== The task ==
The material beneath this line should be printed exactly, with its pictures omitted.
Start of Dataset extract
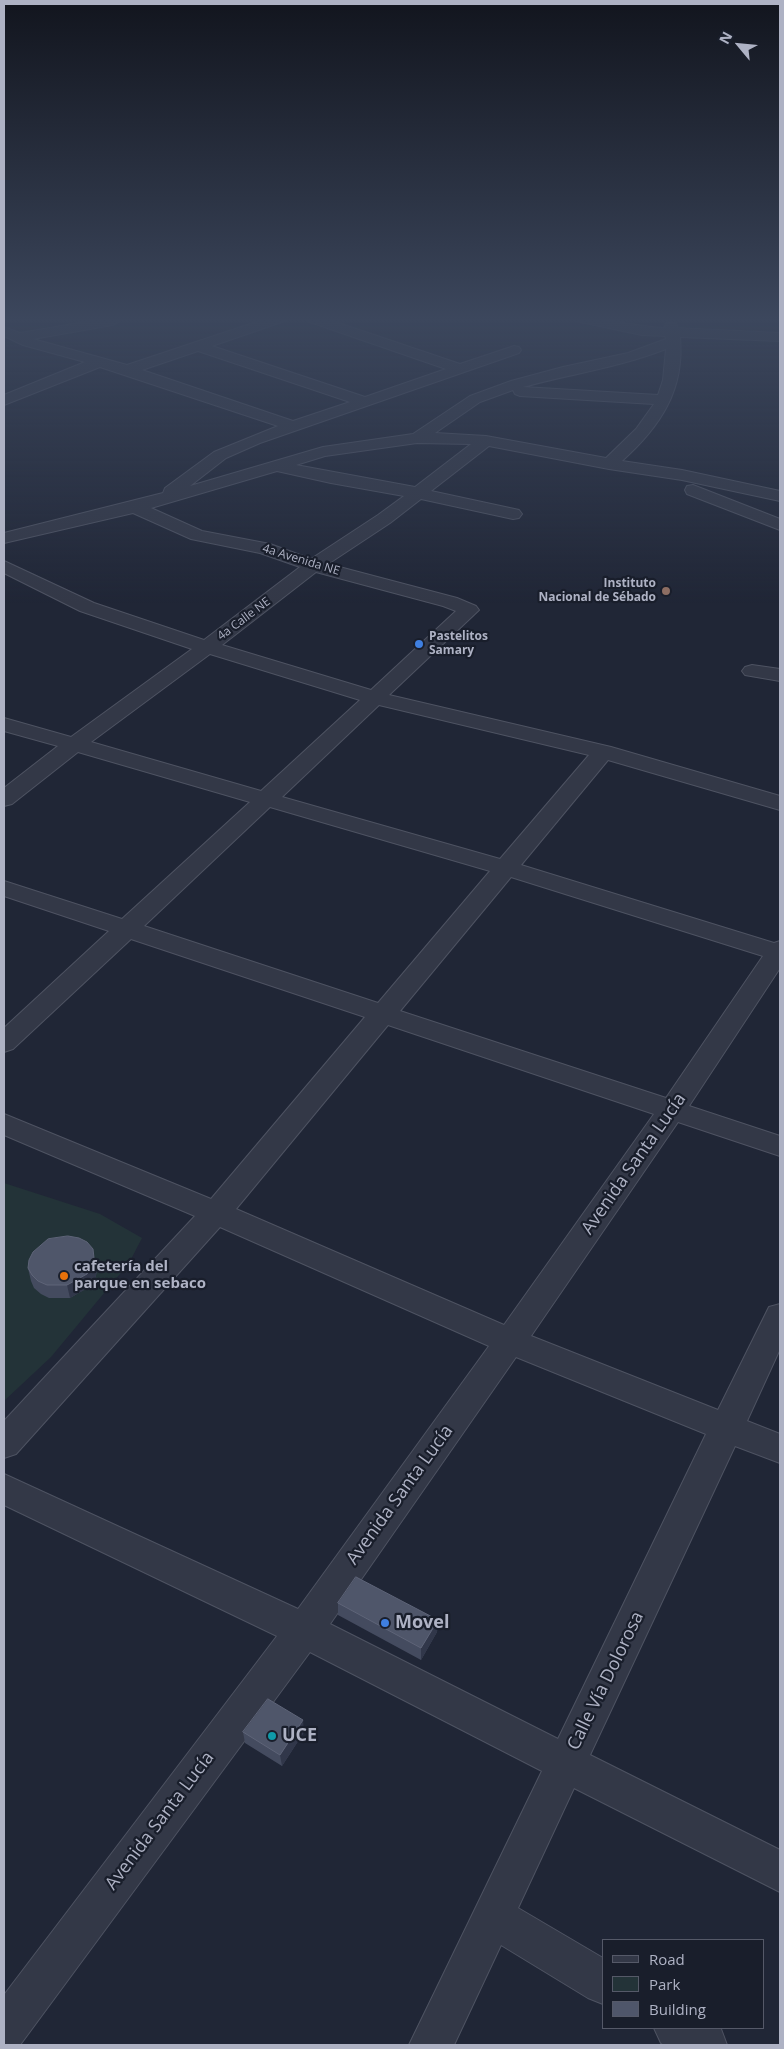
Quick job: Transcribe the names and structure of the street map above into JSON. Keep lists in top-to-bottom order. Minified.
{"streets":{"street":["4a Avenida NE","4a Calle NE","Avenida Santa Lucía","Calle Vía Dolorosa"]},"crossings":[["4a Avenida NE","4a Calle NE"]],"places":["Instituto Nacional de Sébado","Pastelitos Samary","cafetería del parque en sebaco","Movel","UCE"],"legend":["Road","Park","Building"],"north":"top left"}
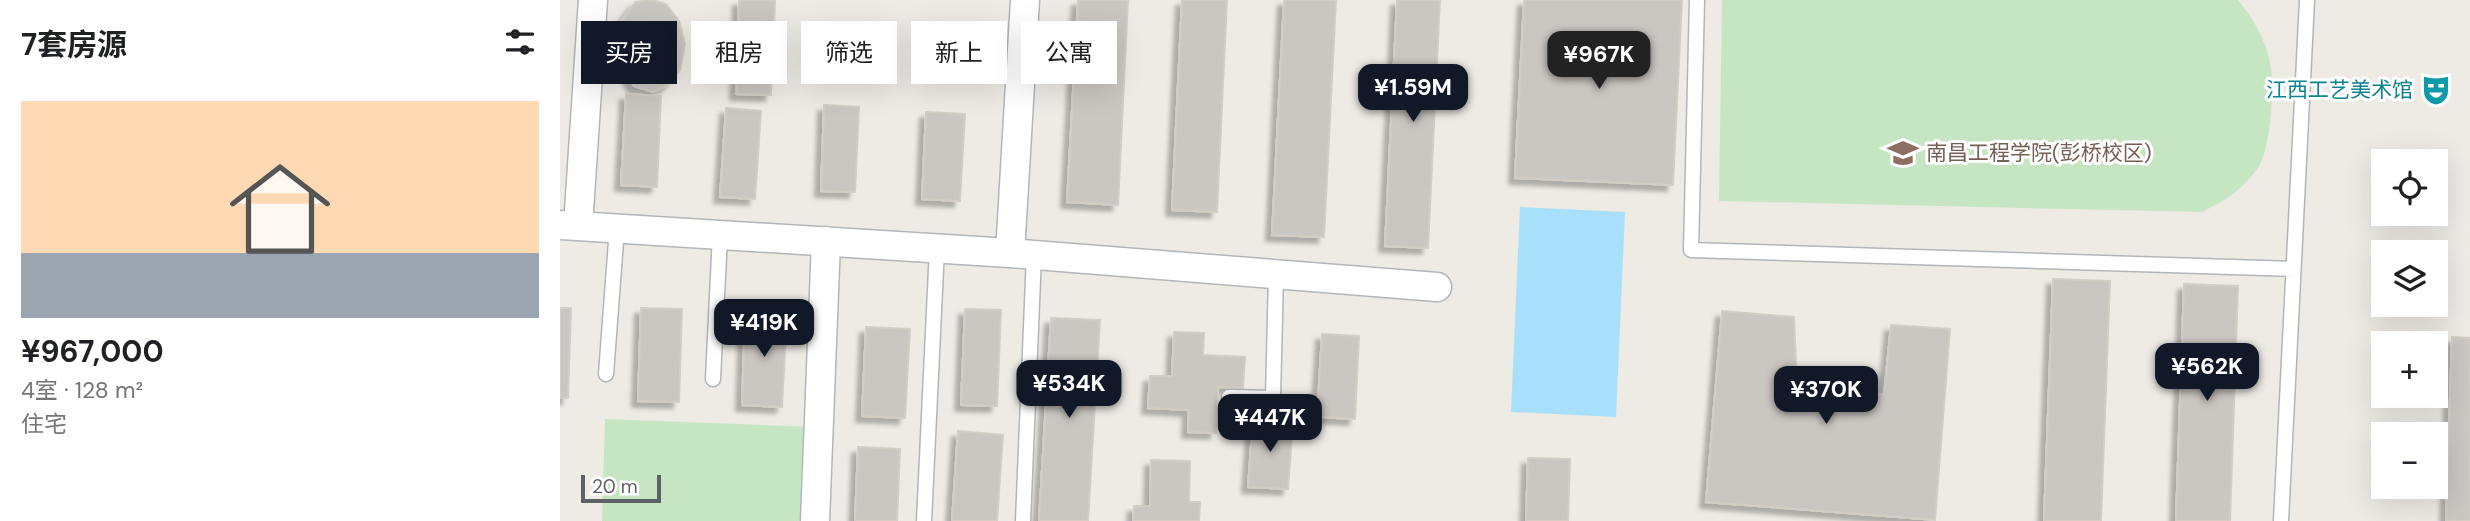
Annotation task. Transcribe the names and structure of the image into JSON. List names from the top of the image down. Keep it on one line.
End of Dataset extract
== Solved problem ==
Quick job: Transcribe the names and structure of the street map above into JSON. Keep lists in top-to-bottom order. Minified.
{"streets":{"street":["4a Avenida NE","4a Calle NE","Avenida Santa Lucía","Calle Vía Dolorosa"]},"crossings":[["4a Avenida NE","4a Calle NE"]],"places":["Instituto Nacional de Sébado","Pastelitos Samary","cafetería del parque en sebaco","Movel","UCE"],"legend":["Road","Park","Building"],"north":"top left"}
Annotation task. Transcribe the names and structure of the image into JSON. List names from the top of the image down. Keep it on one line.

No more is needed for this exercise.